14 juillet 2026
RUSSIA-POLITICS-DEFENCE

Visitors wearing military camouflage stand at the entrance of the 'PMC Wagner Centre', associated with the founder of the Wagner private military group (PMC) Yevgeny Prigozhin, during the official opening of the office block on the National Unity Day, in Saint Petersburg, on November 4, 2022. (Photo by Olga MALTSEVA / AFP)

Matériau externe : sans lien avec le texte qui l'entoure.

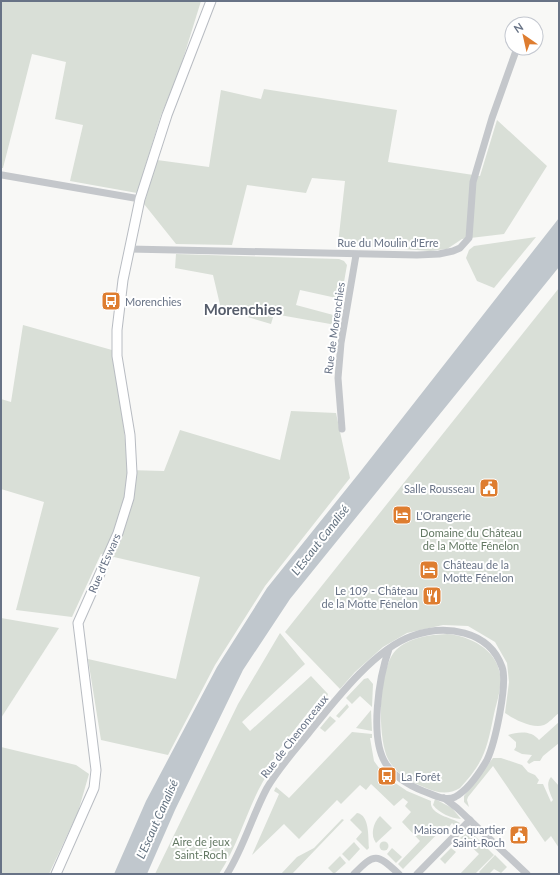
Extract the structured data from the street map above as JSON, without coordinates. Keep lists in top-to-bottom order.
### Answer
{
  "streets": {
    "street": [
      "Rue du Moulin d'Erre",
      "Rue de Morenchies",
      "Rue d'Eswars",
      "Rue de Chenonceaux"
    ]
  },
  "crossings": [
    ["Rue du Moulin d'Erre", "Rue de Morenchies"],
    ["Rue du Moulin d'Erre", "Rue d'Eswars"]
  ],
  "districts": ["Morenchies"],
  "water": ["L'Escaut Canalisé"],
  "parks": ["Domaine du Château de la Motte Fénelon", "Aire de jeux Saint-Roch"],
  "places": {
    "bus stop": ["Morenchies", "La Forêt"],
    "public building": ["Salle Rousseau", "Maison de quartier Saint-Roch"],
    "hotel": ["L'Orangerie", "Château de la Motte Fénelon"],
    "restaurant": ["Le 109 - Château de la Motte Fénelon"]
  },
  "north": "top left"
}
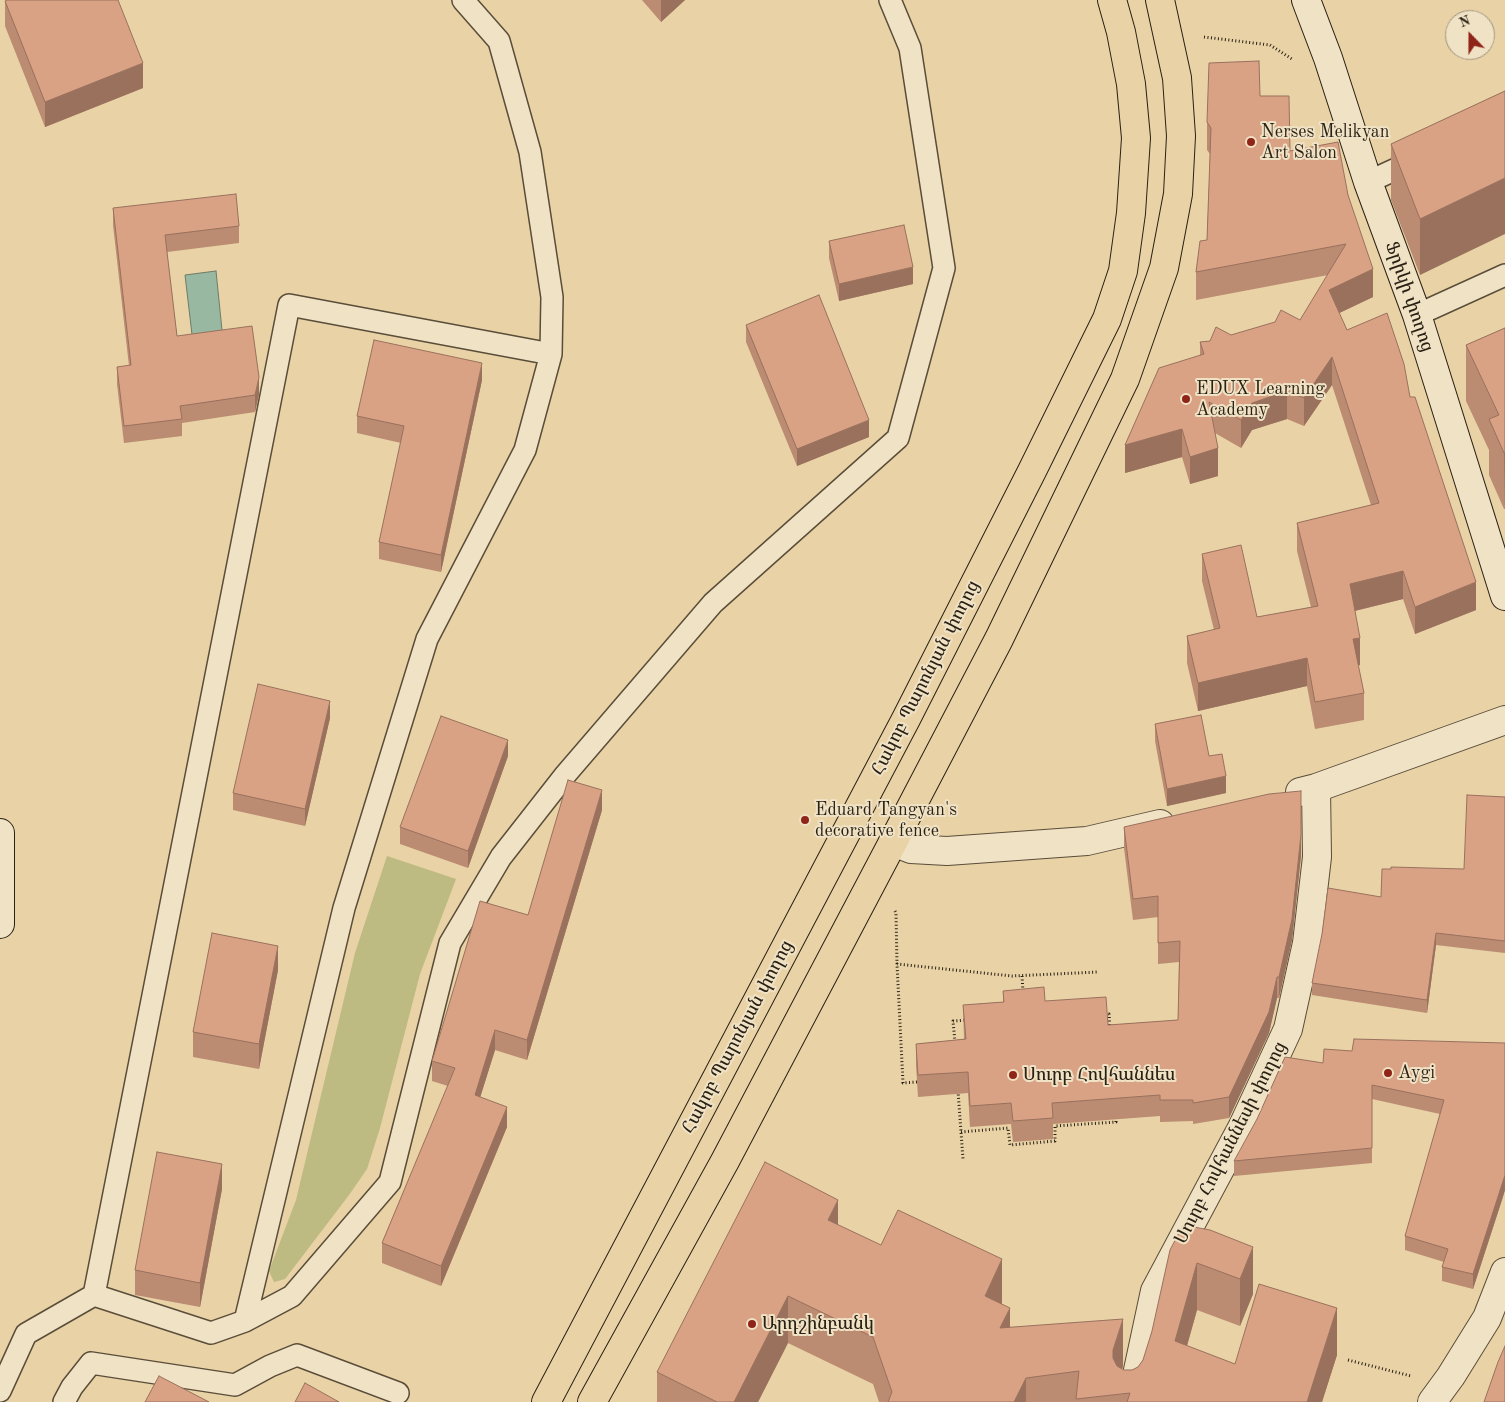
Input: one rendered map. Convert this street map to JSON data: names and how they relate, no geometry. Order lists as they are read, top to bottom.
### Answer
{
  "streets": {
    "main road": ["Հակոբ Պարոնյան փողոց"],
    "street": ["Ֆրիկի փողոց", "Սուրբ Հովհաննեսի փողոց"]
  },
  "places": [
    "Nerses Melikyan Art Salon",
    "EDUX Learning Academy",
    "Eduard Tangyan's decorative fence",
    "Aygi",
    "Սուրբ Հովհաննես",
    "Արդշինբանկ"
  ],
  "north": "top"
}
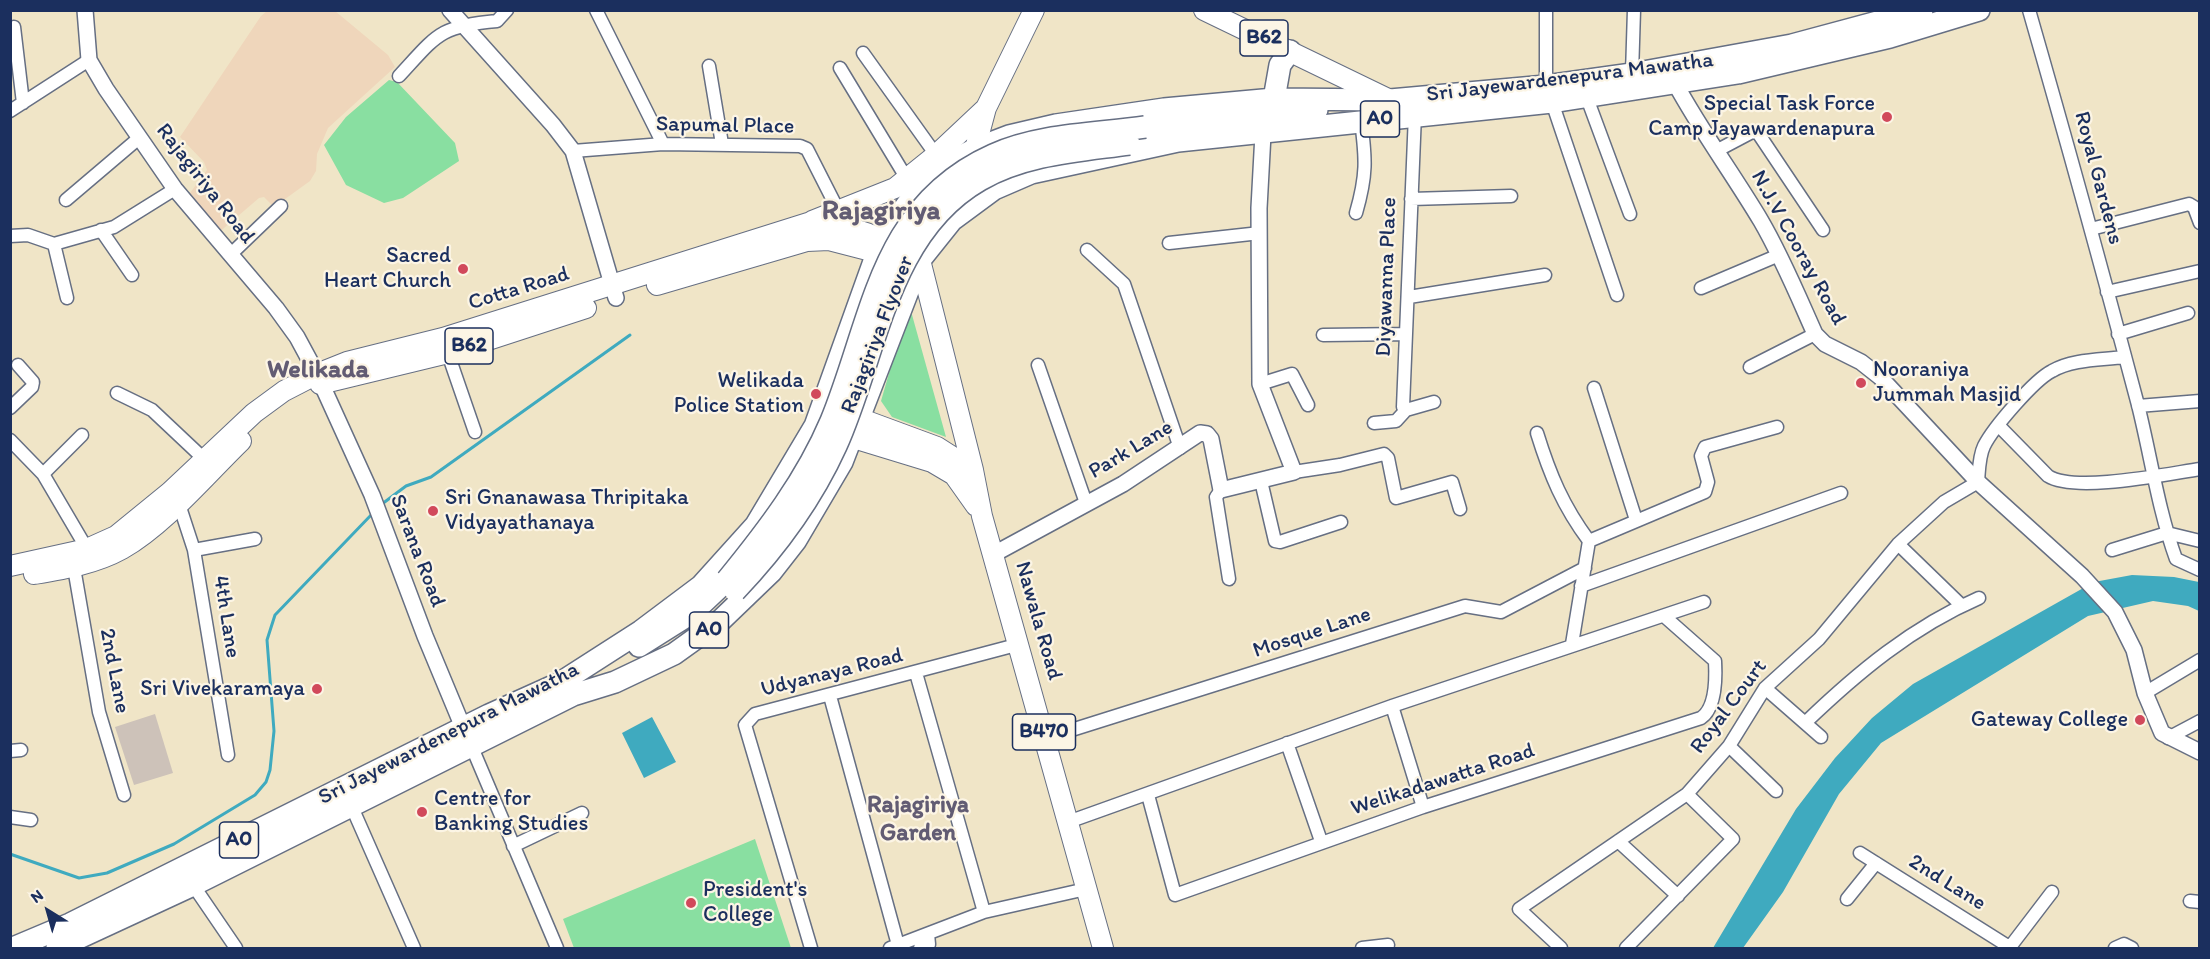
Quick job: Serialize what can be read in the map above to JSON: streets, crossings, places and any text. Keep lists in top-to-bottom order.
{
  "streets": {
    "highway": ["Sri Jayewardenepura Mawatha", "A0", "Rajagiriya Flyover"],
    "main road": [
      "B62",
      "Cotta Road",
      "Nawala Road",
      "B470"
    ],
    "street": [
      "Sapumal Place",
      "Royal Gardens",
      "Rajagiriya Road",
      "N.J.V Cooray Road",
      "Diyawanna Place",
      "Park Lane",
      "Sarana Road",
      "4th Lane",
      "Mosque Lane",
      "2nd Lane",
      "Udyanaya Road",
      "Royal Court",
      "Welikadawatta Road"
    ]
  },
  "crossings": [
    ["B62", "Sri Jayewardenepura Mawatha"],
    ["B62", "Sapumal Place"],
    ["B62", "Cotta Road"],
    ["B62", "Rajagiriya Flyover"],
    ["Sri Jayewardenepura Mawatha", "N.J.V Cooray Road"],
    ["Sri Jayewardenepura Mawatha", "Diyawanna Place"],
    ["Sri Jayewardenepura Mawatha", "Cotta Road"],
    ["Sri Jayewardenepura Mawatha", "Rajagiriya Flyover"],
    ["Sri Jayewardenepura Mawatha", "Sarana Road"],
    ["Sri Jayewardenepura Mawatha", "Nawala Road"],
    ["Rajagiriya Road", "Cotta Road"],
    ["Rajagiriya Road", "Sarana Road"],
    ["N.J.V Cooray Road", "Royal Court"],
    ["Diyawanna Place", "Rajagiriya Flyover"],
    ["Cotta Road", "Sarana Road"],
    ["Cotta Road", "4th Lane"],
    ["Cotta Road", "Nawala Road"],
    ["Cotta Road", "2nd Lane"],
    ["Park Lane", "Nawala Road"],
    ["Nawala Road", "Mosque Lane"],
    ["Nawala Road", "Udyanaya Road"]
  ],
  "districts": ["Rajagiriya", "Welikada", "Rajagiriya Garden"],
  "places": [
    "Special Task Force Camp Jayawardenapura",
    "Sacred Heart Church",
    "Nooraniya Jummah Masjid",
    "Welikada Police Station",
    "Sri Gnanawasa Thripitaka Vidyayathanaya",
    "Sri Vivekaramaya",
    "Gateway College",
    "Centre for Banking Studies",
    "President's College"
  ],
  "north": "top left"
}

Trois ans après la mort d'Evgueni Prigojine, le leader du groupe de mercenaires Wagner, les réseaux qu'il avait bâtis en Afrique n'auraient pas disparu. Une enquête publiée samedi par le Wall Street Journal révèle que le trafic de tramadol, un puissant antidouleur opioïde, serait l’un des leviers de financement de l’ancien groupe de mercenaires Wagner.

D’après le journal américain, environ 500 anciens combattants de Wagner sont restés en République centrafricaine après la disparition de leur chef en août 2023, dont son fils Pavel Prigozhin. Depuis, la Russie a transféré une grande partie des opérations extérieures du groupe vers des structures contrôlées par l’État.

Le trafic d'opioïdes en Afrique est un phénomène qui a suscité de nombreuses inquiétudes, notamment en raison de ses implications pour la santé publique et la sécurité nationale. Les opérations de trafic d’opioïdes sont souvent liées à des groupes armés et à des réseaux criminels, ce qui pose une menace importante pour la stabilité régionale.

Les informations publiées par le Wall Street Journal soulignent l’importance de comprendre les mécanismes du trafic d’opioïdes en Afrique et de prendre des mesures efficaces pour l’éliminer. Le gouvernement russe a déjà pris des mesures pour contrôler le trafic d'opioïdes, notamment en renforçant ses efforts de lutte contre la traite des drogues.